In the first of this series of photographs, are the canal boats at 
Stourport on Severn. The red and blue of the boats demonstrate contrasting colours, red and blue are on the lower part of the circle. The reflection in the water of the boats give an added depth of colour to the photograph, and give the necessary balance between the colours. 

Due to the main body of the boats is towards the top half of the photograph, the eye is drawn to that area before moving down towards the reflections in the water.

Orange and green as shown by the reflection of a shop window in Exeter. The Orange writing complements the green shop interior and the lady in the green dress walking behind the camera.  

The eye is immediately drawn to the the ‘Fat Face’ writing on the glass before moving down towards the green shop interior. The proportions in this image are slightly out of proportion, the green background should be more prevalent, to counter the brighter orange within the photograph. However that being said I really like this image the green background and lady in a green dress in the reflection make this well constructed image.

This hot air balloon came out of no where one still summer evening whilst I was out in my back garden,  the yellow and blue of the balloon, as it stated in the notes, this is a kind of combination that has a strong contrast, and you might even consider them to clash. Colours with this kind of relationship is not particularly harmonious, but it is certainly eye catching. 
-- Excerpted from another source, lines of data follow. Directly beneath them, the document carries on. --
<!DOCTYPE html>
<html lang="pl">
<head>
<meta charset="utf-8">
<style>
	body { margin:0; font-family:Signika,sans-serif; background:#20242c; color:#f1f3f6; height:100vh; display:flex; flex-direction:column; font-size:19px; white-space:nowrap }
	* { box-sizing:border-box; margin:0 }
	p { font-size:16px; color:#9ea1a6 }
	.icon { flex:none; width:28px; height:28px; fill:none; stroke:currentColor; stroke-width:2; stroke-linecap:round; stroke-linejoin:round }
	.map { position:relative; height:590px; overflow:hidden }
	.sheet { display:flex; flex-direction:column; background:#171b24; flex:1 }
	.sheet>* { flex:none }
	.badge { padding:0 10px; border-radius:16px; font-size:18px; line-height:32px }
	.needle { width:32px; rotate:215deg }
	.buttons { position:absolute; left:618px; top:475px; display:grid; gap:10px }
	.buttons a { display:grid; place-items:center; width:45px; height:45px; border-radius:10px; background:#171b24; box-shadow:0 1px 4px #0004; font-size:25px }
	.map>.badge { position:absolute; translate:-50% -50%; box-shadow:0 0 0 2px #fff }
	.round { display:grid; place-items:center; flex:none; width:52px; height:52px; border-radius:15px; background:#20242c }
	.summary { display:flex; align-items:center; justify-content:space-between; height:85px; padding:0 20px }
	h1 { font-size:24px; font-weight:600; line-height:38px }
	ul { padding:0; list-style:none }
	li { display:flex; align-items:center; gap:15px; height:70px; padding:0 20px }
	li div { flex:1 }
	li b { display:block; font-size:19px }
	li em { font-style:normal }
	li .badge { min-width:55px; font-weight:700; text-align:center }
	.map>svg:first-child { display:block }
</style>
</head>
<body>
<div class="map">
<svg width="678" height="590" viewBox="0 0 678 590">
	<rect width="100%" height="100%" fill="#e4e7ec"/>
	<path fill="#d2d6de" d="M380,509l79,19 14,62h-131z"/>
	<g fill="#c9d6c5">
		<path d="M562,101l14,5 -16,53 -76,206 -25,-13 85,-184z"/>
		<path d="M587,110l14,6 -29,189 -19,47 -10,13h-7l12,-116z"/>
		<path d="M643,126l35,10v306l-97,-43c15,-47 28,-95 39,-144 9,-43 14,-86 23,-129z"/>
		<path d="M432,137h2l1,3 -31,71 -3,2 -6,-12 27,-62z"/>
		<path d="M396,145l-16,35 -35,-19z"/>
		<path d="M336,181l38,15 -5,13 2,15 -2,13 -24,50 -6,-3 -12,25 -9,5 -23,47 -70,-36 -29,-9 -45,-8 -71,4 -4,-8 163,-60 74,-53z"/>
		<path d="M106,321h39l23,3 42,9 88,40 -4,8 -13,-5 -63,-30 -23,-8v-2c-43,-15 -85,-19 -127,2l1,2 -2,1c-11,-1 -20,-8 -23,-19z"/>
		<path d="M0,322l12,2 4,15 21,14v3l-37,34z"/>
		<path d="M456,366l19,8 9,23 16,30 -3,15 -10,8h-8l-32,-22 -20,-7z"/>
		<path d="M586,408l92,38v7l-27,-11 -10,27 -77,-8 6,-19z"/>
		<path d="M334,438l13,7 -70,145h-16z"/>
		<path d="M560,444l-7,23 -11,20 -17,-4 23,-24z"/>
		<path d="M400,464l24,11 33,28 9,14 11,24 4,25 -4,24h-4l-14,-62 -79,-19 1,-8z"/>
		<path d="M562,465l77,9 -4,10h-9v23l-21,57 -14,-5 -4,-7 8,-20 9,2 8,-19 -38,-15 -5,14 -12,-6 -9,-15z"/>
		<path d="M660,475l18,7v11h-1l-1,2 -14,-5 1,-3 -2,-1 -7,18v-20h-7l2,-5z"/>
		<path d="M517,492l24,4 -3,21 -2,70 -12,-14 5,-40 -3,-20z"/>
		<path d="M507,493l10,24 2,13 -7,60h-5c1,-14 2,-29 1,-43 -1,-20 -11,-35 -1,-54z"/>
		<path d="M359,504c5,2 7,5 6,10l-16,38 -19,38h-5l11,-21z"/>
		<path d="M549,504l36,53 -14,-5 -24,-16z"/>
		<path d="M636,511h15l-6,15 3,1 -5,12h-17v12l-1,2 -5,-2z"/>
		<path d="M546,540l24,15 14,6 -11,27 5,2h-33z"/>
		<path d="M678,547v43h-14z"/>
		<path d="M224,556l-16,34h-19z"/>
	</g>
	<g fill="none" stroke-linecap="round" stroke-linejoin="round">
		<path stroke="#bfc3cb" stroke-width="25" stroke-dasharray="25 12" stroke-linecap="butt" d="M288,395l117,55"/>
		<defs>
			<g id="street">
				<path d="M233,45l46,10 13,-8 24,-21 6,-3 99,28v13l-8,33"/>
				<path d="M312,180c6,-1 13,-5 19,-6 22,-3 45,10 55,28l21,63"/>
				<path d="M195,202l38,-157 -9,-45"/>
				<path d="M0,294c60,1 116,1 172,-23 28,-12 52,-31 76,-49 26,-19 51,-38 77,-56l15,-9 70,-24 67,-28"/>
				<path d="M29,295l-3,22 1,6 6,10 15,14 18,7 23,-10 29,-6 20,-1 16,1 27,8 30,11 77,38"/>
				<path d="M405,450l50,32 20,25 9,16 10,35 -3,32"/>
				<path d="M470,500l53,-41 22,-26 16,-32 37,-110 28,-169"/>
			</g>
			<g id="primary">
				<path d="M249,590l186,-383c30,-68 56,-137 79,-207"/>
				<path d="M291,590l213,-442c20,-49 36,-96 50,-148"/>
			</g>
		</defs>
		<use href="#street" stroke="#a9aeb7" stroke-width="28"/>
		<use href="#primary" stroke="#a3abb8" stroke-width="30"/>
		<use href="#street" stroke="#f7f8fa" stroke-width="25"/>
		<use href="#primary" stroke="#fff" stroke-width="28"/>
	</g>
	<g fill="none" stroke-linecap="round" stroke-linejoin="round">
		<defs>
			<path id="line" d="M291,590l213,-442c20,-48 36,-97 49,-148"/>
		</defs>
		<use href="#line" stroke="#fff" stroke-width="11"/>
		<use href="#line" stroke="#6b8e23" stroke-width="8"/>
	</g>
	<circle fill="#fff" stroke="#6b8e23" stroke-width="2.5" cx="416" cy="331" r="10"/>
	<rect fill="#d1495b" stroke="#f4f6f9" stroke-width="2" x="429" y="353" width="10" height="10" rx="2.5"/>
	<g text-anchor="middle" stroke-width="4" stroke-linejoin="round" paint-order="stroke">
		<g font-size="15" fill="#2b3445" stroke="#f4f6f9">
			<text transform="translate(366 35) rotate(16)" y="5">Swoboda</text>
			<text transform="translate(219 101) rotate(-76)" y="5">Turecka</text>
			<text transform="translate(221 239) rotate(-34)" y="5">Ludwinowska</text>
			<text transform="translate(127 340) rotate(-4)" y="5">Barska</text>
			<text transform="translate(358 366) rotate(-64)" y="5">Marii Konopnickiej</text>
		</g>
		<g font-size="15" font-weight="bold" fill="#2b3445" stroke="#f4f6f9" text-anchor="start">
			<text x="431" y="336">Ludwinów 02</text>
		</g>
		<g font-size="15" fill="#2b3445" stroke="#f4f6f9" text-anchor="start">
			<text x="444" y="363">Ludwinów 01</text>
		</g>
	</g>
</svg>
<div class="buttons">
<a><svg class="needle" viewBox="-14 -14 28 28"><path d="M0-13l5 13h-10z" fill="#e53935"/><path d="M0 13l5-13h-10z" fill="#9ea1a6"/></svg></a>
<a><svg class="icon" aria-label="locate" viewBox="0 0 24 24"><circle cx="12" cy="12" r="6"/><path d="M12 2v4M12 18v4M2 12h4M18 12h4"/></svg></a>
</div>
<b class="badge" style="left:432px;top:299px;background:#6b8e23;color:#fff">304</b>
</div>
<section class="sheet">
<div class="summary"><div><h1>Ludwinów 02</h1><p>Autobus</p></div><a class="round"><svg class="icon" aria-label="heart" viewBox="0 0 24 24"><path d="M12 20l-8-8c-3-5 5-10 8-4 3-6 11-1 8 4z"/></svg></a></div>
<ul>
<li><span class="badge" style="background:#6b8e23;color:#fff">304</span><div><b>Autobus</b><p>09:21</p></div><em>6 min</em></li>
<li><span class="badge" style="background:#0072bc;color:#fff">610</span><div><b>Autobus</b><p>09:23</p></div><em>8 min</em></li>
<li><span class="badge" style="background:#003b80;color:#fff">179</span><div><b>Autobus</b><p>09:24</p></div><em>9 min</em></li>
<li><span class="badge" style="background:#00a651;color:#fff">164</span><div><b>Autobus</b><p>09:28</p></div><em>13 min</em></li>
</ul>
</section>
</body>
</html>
The balloon was positioned to create movement into the frame, traveling from left to right. 

This structure was the main entrance to Vilamoura marina in Portugal and with orange being brighter than the violet. The colour proportions in this photograph are approximately 50/50. I framed it such a way as to have the violet building very much in the foreground to try and off set the brighter orange in order to balance the photograph with respect to goethe’s theory.

The eye is drawn to the orange control tower and down towards the lower violet building. 
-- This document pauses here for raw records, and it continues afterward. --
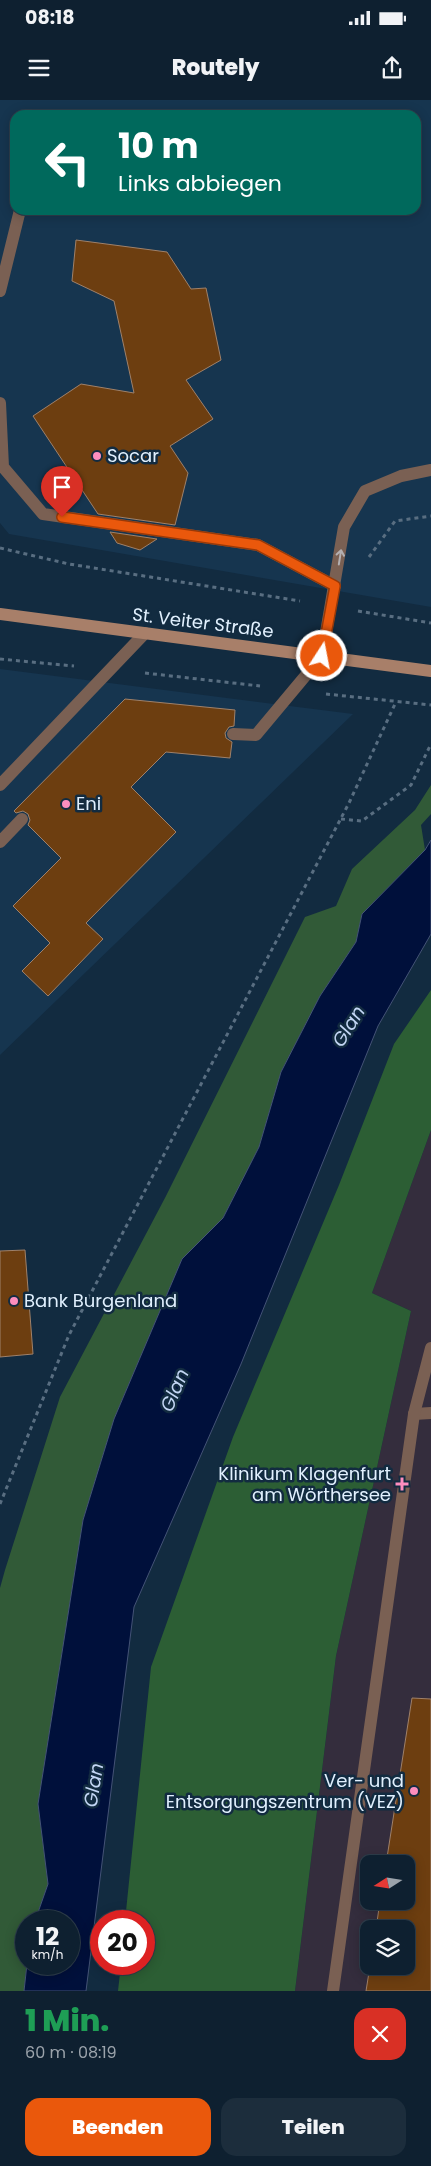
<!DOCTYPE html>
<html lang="de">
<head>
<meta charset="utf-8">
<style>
  body { margin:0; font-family:Poppins,sans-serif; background:#1c2d3c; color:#f1f3f6; height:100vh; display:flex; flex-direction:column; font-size:19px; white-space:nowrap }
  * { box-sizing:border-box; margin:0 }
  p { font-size:16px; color:#9ba3ab }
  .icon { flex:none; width:28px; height:28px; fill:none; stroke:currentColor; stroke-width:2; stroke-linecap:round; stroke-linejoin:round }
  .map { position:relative; height:1891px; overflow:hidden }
  .drawer { display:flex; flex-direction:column; background:#0e2030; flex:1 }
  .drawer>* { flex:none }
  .hud { position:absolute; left:10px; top:10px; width:411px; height:105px; border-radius:15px; box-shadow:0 2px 12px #0003,0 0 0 1px #2e3e4c; background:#00695c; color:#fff; overflow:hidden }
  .needle { width:32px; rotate:258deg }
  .fabs { position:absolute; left:360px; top:1755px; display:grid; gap:10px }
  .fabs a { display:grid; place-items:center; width:55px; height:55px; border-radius:10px; background:#0e2030; box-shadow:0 2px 12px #0003,0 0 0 1px #2e3e4c; font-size:25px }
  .speed { position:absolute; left:15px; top:1810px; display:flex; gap:10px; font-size:25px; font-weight:700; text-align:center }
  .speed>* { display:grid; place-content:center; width:65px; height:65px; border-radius:50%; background:#0e2030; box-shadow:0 2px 12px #0003,0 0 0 1px #2e3e4c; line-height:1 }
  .speed small { font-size:12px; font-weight:400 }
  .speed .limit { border:8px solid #d22; background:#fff; color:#111 }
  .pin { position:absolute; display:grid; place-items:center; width:42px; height:42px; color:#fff; margin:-51px -21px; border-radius:50% 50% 50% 0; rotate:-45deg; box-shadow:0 0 5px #0007 }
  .pin .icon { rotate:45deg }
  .me { position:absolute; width:55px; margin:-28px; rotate:11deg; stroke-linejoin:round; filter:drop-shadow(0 0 4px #0008) }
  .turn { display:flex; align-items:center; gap:18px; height:105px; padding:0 25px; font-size:22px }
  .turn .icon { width:65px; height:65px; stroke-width:2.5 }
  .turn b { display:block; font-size:35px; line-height:42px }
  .round { display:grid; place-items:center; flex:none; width:52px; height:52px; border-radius:15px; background:#1c2d3c }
  .overview { display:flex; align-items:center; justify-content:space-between; height:85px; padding:0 25px }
  h1 { font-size:30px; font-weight:800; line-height:38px; color:#1e9e55 }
  .button { display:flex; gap:10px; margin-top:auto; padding:10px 25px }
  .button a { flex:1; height:58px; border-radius:15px; background:#ea580c; color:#fff; font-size:20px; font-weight:800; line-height:58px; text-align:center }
  .button a+a { background:#1c2d3c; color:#f1f3f6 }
  .status { display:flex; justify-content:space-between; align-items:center; height:35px; padding:0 25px; background:#0e2030; direction:ltr }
  .status svg { height:14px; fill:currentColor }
  header { display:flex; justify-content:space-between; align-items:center; height:65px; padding:0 25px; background:#0e2030; font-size:22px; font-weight:800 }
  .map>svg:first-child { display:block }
  .built { fill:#16354f; fill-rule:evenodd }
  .medical { fill:#342d3d; fill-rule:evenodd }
  .green { fill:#315a37 }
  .forest { fill:#2c5e34 }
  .water { fill:#00103b; stroke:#445376 }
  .building { fill:#6d3e10; stroke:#9f816a }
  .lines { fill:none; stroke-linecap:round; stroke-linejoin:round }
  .path { stroke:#596e81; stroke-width:3; stroke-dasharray:4 4; stroke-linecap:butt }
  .service { stroke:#7a6053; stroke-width:12 }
  .secondary { stroke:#a87f69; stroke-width:12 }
  .oneway { stroke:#b3afb1 }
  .route-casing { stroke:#983908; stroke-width:12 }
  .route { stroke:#ea580c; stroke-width:9 }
  .poi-dot { fill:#fd8ebe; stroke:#122b40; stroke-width:2 }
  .labels { text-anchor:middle; stroke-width:5; stroke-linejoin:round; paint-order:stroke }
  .poi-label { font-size:18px; fill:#e1f0fe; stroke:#122b40; text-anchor:start }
  .street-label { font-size:18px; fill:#e1f0fe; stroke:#122b40 }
  .water-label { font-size:19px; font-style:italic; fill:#c3d6f4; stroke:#122b40 }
</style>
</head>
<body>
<div class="status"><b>08:18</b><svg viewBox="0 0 49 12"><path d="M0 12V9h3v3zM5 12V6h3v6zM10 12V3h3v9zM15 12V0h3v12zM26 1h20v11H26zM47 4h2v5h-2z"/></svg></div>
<header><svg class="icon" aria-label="menu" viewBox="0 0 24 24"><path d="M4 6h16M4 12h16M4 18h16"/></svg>Routely<svg class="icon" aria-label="share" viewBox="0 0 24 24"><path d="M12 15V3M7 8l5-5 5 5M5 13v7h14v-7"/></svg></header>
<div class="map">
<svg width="431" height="1891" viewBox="0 0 431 1891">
  <rect width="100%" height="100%" fill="#122b40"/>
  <g class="built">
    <path d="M 0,0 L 431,0 L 431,507 L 9,434 L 0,423 ZM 15,15 L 416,15 L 416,110 L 15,110 Z"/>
    <path d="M 0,569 L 353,614 L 0,955 Z"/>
  </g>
  <path class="medical" d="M 431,1030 L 431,1891 L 295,1891 L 336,1556 L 411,1211 L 372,1193 ZM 369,1764 L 406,1764 L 406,1801 L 369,1801 ZM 369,1829 L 406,1829 L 406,1866 L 369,1866 Z"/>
  <path class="green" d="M 431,685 L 431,714 L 421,725 L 425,750 L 362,814 L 356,842 L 320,896 L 281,972 L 259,1047 L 223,1118 L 182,1159 L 114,1319 L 83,1420 L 38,1704 L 48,1784 L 35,1821 L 26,1821 L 27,1864 L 24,1891 L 0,1891 L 0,1488 L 5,1470 L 60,1297 L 166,1096 L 305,817 L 336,806 L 352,769 L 415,710 Z"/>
  <path class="forest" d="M 431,890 L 431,1030 L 372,1193 L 411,1211 L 336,1556 L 295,1891 L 118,1891 L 121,1864 L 144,1864 L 144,1821 L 125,1821 L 151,1567 L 233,1337 L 339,1085 L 394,944 Z"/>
  <path class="water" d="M 431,740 L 431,834 L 378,926 L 241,1264 L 134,1507 L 86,1891 L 24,1891 L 27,1864 L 69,1864 L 69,1821 L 35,1821 L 48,1784 L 38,1704 L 83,1420 L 114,1319 L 182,1159 L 223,1118 L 259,1047 L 281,972 L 320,896 L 356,842 L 362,814 L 425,750 Z"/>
  <g class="building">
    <path d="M 76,140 L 167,152 L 191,189 L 206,188 L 221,260 L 186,280 L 213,319 L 170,346 L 188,373 L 175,425 L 98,414 L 33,316 L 81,284 L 134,293 L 114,201 L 72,181 Z"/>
    <path d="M 110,432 L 157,439 L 140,450 L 117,443 Z"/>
    <path d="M 125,599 L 235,610 L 234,626 L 229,627 L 225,633 L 226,638 L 232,642 L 230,658 L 166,652 L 131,687 L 176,732 L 86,823 L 103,839 L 48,896 L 22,871 L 50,843 L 13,806 L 61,758 L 28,725 L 30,720 L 28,714 L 23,711 L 16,713 L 14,711 Z"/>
    <path d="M 25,1150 L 33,1254 L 0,1257 L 0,1151 Z"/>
    <path d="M 412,1598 L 431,1599 L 431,1891 L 366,1891 L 370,1866 L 406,1866 L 406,1829 L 376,1829 L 380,1801 L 406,1801 L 406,1764 L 386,1764 Z"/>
  </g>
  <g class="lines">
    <g class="path">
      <path d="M 0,448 L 69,464 L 300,501"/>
      <path d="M 369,457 L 395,421 L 431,416"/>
      <path d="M 358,511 L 431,523"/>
      <path d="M 0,559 L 74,566"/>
      <path d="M 145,573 L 260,586"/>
      <path d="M 326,594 L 431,605"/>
      <path d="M 341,719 L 362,721 L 411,685 L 431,644"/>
      <path d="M 0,1404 L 69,1235 L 349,703 L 395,604"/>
    </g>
    <g class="service">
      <path d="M 0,191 L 20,110"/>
      <path d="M 0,303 L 3,367 L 43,414 L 258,445 L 335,486"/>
      <path d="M 233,634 L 256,635 L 322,556 L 344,427 L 365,391 L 401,376 L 431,370"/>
      <path d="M 0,685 L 145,533"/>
      <path d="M 0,742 L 22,719"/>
      <path d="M 414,1314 L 431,1313"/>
      <path d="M 333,1891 L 414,1314 L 431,1248"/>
    </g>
    <path class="secondary" d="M 0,514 L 431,571"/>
  </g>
  <defs><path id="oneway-shaft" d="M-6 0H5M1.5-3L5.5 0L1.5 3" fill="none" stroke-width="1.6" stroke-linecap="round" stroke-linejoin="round" transform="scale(1.25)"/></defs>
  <use class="oneway" href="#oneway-shaft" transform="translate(340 457) rotate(-81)"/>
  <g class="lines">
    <g class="route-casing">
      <path id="route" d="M 62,417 L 258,445 L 335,486 L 322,556"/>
    </g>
    <use href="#route" class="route"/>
  </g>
  <g class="poi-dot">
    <circle cx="97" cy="356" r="5"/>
    <circle cx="66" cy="704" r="5"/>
    <circle cx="14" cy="1201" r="5"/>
    <path d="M399.5 1376.5h5v5h5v5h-5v5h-5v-5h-5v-5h5z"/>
    <circle cx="414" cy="1691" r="5"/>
  </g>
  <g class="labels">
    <g class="poi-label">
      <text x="107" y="362">Socar</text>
      <text x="76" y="710">Eni</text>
      <text x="24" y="1207">Bank Burgenland</text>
      <text x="391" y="1380" text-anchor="end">Klinikum Klagenfurt<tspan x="391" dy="21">am Wörthersee</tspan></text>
      <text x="404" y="1687" text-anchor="end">Ver- und<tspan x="404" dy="21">Entsorgungszentrum (VEZ)</tspan></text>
    </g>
    <g class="street-label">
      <text transform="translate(203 523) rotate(7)" y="6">St. Veiter Straße</text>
    </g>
    <g class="water-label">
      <text transform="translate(348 926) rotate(-58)" y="7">Glan</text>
      <text transform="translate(174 1290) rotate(-67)" y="7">Glan</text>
      <text transform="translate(93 1685) rotate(-81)" y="7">Glan</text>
    </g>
  </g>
</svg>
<div class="fabs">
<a><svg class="needle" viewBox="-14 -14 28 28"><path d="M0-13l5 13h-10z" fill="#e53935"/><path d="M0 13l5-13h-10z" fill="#9ba3ab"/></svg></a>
<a><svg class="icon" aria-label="layers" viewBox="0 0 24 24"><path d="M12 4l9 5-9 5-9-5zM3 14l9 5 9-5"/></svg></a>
</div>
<div class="speed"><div>12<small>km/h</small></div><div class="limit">20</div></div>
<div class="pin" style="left:62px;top:417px;background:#d93025"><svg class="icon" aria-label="arrive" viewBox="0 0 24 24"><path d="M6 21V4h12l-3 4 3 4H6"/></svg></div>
<svg class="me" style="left:322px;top:556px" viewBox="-20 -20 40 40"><circle r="17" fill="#ea580c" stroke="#fff" stroke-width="3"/><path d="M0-11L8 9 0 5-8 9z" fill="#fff"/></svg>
<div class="hud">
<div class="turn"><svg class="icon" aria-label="left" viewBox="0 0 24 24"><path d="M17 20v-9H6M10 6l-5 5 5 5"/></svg><div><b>10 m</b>Links abbiegen</div></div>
</div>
</div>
<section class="drawer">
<div class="overview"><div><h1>1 Min.</h1><p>60 m · 08:19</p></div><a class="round" style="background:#d93025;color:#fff"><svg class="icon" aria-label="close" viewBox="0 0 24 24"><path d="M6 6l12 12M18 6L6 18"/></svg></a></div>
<div class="button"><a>Beenden</a><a>Teilen</a></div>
</section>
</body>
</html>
These pallets neatly stacked outside a store demonstrate the contrasting colours of red and blue. Once again the photograph was taken to show more blue than the brighter red. 

The Eye in this photograph is drawn to the brighter red pallet before moving up and down to the darker blue pallets.


The predominately green background and a child's coat that appears to be forgotten is a an example of colour accent. The red colour of the coat stands out clearly from its setting. 

The accent colour of the child’s coat means the eye is drawn to this point before being drawn to the right of the image. 

This fire assemble point sign I saw on the wall of a hotel in Portugal, the wall being painted violet is certainly a striking colour, the green sign stands out against the colour and example of an accent colour. 

As with the previous photograph the eye is drawn to the sign before trying to scan over the rest of the photograph, with being a flat wall, not much else to see.

The yellow sign, warning motorists on Dartmoor of lambs in the road, yellow is not normally used for warning signs on the road. However this sign certainly draws the eye as you drive past, the text being too small to read as you pass is beside the point!

The accent colour of the sign is the focal point of this photograph, the eye then moves down towards the road, asking the viewer the question, what does the sign say? 


As stated at the beginning of this assignment, I've found this particularly challenging. However having completed the exercises and this assignment, I’ve learnt the just as Johannes Itten suggested that you can make colour the reason for and the subject of the photograph.

Also colour used in the correct proportions create balance within the photograph,  and as shown in some of the above photographs the colours can evoke reaction at an emotional, subjective level.